Write out, word for word, every line in the data below from the one containing "display:flex; justify-content:space-between; align-items:center;" to the one containing "text-anchor:middle; stroke-width:4; stroke-linejoin:round;", both of them included.

→ **Dataset entries**
★ ★ ★ ★

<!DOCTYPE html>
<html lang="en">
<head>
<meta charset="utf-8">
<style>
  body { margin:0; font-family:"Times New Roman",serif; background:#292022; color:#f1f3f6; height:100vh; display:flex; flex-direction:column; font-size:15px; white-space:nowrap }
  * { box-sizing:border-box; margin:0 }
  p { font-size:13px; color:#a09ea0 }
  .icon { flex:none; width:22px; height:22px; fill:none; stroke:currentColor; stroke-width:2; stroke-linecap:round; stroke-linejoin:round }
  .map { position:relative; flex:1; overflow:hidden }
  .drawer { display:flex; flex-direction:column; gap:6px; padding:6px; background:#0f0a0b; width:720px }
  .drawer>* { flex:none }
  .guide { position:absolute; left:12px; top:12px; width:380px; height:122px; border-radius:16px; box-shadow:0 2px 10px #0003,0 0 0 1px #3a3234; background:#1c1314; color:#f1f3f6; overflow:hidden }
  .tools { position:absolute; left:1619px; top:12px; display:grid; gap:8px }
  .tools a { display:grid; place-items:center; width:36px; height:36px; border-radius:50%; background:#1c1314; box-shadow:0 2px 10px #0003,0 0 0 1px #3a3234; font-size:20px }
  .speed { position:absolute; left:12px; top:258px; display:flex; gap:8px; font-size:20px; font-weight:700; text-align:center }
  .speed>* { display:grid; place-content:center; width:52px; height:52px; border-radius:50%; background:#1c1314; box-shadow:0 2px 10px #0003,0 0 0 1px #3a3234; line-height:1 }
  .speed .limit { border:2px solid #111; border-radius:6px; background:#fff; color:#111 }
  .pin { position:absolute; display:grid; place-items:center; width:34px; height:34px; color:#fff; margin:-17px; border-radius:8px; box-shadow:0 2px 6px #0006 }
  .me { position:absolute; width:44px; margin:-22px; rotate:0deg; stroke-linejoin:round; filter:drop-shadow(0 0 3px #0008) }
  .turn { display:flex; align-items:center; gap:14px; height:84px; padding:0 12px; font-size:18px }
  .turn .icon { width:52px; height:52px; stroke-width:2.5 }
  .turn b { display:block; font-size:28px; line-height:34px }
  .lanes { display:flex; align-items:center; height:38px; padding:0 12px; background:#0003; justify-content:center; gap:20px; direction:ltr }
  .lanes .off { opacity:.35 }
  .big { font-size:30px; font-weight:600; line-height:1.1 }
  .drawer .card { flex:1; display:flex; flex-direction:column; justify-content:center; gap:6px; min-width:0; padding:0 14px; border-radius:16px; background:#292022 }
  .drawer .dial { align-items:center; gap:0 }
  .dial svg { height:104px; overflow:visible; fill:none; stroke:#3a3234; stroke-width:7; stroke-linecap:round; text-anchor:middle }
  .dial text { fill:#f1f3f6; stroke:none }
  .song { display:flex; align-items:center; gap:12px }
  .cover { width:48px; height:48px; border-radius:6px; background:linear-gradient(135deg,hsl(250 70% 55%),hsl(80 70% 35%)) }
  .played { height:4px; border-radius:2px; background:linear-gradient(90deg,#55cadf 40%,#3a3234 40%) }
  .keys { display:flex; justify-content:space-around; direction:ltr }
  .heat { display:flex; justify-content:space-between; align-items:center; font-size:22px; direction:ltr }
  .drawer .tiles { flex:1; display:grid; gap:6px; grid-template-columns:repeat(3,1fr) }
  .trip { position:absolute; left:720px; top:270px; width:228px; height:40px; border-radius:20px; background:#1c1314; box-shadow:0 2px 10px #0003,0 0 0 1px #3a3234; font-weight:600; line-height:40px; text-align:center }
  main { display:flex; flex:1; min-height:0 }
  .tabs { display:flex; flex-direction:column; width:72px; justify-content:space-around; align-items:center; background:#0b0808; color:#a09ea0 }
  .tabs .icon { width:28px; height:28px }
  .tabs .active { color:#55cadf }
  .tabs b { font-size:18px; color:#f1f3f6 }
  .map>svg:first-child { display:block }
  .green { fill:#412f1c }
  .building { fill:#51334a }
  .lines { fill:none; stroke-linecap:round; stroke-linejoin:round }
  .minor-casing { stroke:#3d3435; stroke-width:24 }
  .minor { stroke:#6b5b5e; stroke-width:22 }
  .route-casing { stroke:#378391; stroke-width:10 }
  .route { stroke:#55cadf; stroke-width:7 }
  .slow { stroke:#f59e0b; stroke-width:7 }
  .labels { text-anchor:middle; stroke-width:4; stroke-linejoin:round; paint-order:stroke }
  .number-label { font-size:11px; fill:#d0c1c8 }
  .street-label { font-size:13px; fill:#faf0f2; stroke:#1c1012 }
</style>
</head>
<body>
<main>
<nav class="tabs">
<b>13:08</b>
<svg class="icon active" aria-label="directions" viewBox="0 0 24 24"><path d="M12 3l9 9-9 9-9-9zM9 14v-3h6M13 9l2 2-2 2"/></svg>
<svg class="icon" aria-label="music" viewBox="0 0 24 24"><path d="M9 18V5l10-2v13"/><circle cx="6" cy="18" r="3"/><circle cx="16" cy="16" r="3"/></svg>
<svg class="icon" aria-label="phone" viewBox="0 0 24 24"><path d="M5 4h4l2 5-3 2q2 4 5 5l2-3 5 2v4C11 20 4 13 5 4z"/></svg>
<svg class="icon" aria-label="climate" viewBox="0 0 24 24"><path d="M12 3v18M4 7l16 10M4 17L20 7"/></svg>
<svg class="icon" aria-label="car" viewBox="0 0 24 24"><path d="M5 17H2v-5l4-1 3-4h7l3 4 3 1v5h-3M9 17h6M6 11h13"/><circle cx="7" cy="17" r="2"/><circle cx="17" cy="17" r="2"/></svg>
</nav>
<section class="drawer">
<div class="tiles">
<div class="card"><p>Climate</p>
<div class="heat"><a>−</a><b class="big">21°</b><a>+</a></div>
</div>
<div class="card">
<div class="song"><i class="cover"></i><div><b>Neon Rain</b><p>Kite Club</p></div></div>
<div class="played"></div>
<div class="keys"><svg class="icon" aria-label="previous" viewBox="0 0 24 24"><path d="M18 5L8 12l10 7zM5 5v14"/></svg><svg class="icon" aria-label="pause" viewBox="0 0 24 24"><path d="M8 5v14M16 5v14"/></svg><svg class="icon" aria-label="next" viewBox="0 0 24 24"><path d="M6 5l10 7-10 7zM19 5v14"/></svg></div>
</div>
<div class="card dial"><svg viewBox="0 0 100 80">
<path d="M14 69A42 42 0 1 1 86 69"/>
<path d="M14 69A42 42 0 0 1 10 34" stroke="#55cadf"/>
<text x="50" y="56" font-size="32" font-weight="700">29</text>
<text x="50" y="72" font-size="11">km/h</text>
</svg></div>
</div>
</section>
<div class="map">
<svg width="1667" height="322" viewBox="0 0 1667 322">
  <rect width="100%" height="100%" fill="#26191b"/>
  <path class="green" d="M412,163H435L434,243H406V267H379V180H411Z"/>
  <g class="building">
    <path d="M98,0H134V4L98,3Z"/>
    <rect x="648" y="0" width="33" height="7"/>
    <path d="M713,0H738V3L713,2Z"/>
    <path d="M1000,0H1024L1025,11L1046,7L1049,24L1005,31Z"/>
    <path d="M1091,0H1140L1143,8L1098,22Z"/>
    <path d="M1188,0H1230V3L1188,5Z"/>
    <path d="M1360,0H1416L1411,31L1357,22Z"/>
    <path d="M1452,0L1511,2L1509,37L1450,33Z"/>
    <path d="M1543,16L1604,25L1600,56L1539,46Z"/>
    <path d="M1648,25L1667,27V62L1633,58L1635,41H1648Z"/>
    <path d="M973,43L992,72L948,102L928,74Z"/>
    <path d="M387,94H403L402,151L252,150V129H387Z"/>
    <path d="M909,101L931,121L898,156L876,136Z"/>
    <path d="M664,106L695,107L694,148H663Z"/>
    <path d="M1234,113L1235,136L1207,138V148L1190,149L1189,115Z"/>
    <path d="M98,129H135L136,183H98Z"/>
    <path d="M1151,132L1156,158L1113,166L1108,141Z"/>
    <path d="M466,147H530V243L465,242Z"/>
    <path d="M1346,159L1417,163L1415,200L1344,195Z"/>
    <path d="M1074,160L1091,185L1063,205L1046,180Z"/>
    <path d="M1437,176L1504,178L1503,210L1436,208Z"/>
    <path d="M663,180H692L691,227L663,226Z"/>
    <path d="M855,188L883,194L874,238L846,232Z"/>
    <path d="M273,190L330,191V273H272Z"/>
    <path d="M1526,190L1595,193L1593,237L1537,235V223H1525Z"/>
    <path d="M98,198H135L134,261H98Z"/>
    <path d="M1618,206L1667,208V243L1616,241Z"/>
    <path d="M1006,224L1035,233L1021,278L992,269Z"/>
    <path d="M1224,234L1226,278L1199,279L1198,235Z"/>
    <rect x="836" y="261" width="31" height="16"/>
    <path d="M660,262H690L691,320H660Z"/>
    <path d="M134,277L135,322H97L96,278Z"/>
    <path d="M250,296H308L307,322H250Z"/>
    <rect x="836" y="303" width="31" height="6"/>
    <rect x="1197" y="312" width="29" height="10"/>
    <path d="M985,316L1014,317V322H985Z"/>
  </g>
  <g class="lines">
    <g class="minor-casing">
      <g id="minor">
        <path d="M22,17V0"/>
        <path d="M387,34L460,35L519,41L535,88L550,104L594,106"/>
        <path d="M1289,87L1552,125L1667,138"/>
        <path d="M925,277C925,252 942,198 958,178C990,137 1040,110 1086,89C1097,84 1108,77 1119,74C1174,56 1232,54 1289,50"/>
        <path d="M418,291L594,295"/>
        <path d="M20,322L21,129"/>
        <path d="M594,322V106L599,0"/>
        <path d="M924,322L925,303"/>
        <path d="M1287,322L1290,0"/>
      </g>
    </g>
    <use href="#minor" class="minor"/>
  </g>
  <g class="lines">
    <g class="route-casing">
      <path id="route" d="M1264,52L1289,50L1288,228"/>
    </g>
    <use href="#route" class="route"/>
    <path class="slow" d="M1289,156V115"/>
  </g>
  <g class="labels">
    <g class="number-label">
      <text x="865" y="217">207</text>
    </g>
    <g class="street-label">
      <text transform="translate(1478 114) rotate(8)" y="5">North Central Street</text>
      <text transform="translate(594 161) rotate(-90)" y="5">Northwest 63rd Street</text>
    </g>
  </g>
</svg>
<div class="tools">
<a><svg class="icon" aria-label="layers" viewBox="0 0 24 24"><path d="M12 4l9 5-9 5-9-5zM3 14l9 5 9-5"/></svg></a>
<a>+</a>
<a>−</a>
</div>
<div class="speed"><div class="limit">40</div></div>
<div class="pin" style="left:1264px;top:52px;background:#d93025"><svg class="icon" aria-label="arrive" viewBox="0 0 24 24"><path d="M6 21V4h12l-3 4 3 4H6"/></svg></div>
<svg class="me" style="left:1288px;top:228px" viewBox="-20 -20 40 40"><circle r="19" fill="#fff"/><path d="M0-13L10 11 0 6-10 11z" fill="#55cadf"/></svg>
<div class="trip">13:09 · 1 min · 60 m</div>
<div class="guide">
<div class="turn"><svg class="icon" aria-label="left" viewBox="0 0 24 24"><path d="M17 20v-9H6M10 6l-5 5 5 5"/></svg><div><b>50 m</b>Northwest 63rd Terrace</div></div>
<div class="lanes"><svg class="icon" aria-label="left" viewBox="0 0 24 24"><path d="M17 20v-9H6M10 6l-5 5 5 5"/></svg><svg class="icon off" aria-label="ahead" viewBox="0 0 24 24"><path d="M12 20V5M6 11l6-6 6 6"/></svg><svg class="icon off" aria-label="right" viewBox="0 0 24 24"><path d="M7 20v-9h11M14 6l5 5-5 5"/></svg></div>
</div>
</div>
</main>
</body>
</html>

★ ★ ★ ★

→ **Answer to the exercise**
  .heat { display:flex; justify-content:space-between; align-items:center; font-size:22px; direction:ltr }
  .drawer .tiles { flex:1; display:grid; gap:6px; grid-template-columns:repeat(3,1fr) }
  .trip { position:absolute; left:720px; top:270px; width:228px; height:40px; border-radius:20px; background:#1c1314; box-shadow:0 2px 10px #0003,0 0 0 1px #3a3234; font-weight:600; line-height:40px; text-align:center }
  main { display:flex; flex:1; min-height:0 }
  .tabs { display:flex; flex-direction:column; width:72px; justify-content:space-around; align-items:center; background:#0b0808; color:#a09ea0 }
  .tabs .icon { width:28px; height:28px }
  .tabs .active { color:#55cadf }
  .tabs b { font-size:18px; color:#f1f3f6 }
  .map>svg:first-child { display:block }
  .green { fill:#412f1c }
  .building { fill:#51334a }
  .lines { fill:none; stroke-linecap:round; stroke-linejoin:round }
  .minor-casing { stroke:#3d3435; stroke-width:24 }
  .minor { stroke:#6b5b5e; stroke-width:22 }
  .route-casing { stroke:#378391; stroke-width:10 }
  .route { stroke:#55cadf; stroke-width:7 }
  .slow { stroke:#f59e0b; stroke-width:7 }
  .labels { text-anchor:middle; stroke-width:4; stroke-linejoin:round; paint-order:stroke }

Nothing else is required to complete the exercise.